Listed entries section start
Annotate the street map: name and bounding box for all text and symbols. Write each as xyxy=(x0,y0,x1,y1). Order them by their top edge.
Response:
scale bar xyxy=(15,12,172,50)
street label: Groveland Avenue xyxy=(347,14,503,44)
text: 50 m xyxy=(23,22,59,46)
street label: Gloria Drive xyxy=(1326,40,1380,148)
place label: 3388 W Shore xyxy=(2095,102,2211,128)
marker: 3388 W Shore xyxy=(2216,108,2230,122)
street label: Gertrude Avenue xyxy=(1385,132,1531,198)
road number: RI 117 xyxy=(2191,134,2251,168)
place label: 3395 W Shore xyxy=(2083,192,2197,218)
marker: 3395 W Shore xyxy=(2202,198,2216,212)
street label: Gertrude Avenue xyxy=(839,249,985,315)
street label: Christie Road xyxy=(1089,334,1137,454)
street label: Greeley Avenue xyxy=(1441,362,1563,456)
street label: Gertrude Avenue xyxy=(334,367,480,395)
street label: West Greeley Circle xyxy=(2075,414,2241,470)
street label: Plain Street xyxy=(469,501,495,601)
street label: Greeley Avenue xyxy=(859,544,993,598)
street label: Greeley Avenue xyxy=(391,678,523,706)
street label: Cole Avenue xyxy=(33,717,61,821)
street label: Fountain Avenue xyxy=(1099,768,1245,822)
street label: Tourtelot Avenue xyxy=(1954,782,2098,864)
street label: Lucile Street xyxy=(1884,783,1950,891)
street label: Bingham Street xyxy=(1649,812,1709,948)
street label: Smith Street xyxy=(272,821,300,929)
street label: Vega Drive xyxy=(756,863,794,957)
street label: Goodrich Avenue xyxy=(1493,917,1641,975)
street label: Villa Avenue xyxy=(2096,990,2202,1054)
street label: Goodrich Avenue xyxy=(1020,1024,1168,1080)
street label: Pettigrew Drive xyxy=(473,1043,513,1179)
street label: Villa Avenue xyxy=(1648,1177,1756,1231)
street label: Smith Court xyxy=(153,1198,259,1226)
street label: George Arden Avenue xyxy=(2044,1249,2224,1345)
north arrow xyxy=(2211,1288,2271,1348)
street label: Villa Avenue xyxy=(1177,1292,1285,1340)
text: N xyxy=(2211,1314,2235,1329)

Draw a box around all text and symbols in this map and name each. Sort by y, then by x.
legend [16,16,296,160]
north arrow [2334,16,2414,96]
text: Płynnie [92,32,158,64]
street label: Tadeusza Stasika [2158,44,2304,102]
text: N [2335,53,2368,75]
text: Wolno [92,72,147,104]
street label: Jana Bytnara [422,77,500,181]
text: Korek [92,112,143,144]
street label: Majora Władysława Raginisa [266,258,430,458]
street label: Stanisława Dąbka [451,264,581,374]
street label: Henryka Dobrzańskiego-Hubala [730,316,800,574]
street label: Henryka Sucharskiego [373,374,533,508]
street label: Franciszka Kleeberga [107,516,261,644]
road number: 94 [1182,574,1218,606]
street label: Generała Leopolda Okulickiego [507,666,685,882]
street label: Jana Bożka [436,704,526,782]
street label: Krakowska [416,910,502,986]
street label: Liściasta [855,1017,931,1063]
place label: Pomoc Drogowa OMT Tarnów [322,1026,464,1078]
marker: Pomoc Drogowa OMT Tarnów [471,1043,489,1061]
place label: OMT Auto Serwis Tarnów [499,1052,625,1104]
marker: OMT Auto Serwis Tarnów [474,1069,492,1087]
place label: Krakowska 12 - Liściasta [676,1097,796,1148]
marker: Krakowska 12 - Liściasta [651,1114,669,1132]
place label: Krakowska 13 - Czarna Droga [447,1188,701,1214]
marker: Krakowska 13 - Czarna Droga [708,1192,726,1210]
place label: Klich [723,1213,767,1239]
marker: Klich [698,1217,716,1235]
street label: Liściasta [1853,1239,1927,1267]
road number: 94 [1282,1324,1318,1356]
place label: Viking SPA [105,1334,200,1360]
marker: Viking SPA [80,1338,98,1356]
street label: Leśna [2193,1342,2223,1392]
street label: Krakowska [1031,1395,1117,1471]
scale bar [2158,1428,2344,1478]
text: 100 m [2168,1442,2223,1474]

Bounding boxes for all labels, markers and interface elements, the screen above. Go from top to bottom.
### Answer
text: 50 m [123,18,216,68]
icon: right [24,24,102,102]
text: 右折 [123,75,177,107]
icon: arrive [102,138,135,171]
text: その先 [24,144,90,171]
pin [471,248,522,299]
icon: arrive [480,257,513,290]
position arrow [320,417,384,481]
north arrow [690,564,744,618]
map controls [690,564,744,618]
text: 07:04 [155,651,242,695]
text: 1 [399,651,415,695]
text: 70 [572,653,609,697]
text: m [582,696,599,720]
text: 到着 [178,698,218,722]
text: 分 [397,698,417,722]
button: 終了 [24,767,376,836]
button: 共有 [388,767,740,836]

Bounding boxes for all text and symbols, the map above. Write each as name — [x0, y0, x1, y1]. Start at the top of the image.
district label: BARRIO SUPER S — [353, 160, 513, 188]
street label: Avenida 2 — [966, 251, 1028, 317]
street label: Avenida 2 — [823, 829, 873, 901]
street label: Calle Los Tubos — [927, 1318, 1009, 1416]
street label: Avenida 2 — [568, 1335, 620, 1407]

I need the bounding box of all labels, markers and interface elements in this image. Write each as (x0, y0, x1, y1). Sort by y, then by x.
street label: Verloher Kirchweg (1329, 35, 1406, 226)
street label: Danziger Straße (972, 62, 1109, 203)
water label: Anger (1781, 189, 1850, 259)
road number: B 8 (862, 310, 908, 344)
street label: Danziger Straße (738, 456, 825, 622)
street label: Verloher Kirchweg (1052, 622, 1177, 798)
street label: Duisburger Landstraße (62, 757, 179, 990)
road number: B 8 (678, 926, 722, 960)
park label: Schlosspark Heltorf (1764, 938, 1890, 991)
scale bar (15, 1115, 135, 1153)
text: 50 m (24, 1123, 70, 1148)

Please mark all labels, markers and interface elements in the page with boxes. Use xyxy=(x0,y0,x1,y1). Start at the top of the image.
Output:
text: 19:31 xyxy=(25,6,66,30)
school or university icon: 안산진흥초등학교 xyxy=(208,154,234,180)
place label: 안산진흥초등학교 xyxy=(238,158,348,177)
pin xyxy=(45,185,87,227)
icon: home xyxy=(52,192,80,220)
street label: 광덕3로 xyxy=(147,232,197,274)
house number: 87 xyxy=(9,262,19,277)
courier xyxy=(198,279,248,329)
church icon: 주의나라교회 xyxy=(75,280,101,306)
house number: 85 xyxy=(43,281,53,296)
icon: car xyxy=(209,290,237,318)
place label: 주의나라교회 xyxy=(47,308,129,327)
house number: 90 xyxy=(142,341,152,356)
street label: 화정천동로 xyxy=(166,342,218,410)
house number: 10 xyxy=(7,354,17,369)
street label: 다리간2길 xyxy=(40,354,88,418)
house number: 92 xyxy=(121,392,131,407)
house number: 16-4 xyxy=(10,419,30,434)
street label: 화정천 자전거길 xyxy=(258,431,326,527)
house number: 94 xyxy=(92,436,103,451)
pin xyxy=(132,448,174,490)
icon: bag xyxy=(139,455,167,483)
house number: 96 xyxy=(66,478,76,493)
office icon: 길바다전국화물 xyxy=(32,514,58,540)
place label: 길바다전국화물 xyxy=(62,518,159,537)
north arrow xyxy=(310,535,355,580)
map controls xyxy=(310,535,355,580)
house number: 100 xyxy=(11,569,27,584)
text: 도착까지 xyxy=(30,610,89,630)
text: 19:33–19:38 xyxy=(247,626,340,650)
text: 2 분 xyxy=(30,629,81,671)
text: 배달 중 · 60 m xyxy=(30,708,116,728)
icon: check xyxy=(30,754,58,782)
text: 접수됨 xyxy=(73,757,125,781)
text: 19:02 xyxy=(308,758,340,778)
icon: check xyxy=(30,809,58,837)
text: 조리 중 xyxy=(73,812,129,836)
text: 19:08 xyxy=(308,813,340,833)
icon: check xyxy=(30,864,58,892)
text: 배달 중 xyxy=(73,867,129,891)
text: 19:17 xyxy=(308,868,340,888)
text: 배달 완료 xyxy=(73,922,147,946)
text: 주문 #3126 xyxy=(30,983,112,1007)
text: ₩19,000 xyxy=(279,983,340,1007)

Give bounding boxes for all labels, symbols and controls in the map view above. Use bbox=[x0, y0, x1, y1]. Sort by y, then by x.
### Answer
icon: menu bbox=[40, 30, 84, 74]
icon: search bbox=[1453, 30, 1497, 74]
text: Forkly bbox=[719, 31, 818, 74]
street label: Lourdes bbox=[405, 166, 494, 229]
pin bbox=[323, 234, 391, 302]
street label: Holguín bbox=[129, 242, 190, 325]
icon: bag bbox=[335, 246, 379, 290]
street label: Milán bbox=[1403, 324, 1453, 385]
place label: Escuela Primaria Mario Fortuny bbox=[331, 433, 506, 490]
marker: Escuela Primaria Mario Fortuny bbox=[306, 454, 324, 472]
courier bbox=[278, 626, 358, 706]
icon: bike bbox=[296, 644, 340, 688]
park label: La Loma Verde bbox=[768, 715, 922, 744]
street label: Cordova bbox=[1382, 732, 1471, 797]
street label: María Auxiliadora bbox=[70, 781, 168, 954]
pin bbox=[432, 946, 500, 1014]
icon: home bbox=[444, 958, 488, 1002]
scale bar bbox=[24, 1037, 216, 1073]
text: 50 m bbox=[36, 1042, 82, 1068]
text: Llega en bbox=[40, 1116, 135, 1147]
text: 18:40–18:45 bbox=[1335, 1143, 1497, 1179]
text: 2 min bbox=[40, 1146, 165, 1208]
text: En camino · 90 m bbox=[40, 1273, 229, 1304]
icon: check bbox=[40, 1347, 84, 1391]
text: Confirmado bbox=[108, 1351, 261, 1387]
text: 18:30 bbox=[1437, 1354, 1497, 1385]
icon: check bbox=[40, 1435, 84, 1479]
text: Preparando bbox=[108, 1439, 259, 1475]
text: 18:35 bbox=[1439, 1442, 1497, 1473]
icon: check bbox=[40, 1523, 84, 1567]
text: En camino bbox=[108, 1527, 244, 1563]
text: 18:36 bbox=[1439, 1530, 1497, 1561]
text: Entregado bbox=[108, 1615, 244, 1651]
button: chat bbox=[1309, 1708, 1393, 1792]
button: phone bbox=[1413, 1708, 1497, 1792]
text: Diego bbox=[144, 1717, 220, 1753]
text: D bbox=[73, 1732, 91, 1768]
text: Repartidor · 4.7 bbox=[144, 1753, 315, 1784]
Listed entries section end
## Work instruction
Among the lines above, find those with the word "then" and list them.

## Solution below
Draw a box around all text and symbols in this map and name each. Sort by y, then by x.
I need the bounding box of all labels, markers and interface elements in this image. Write each as (x0, y0, x1, y1). Sort by y, then by x.
Give bounding boxes for all labels, symbols and controls in the map view above. Use bbox=[x0, y0, x1, y1]. Sort by y, then by x.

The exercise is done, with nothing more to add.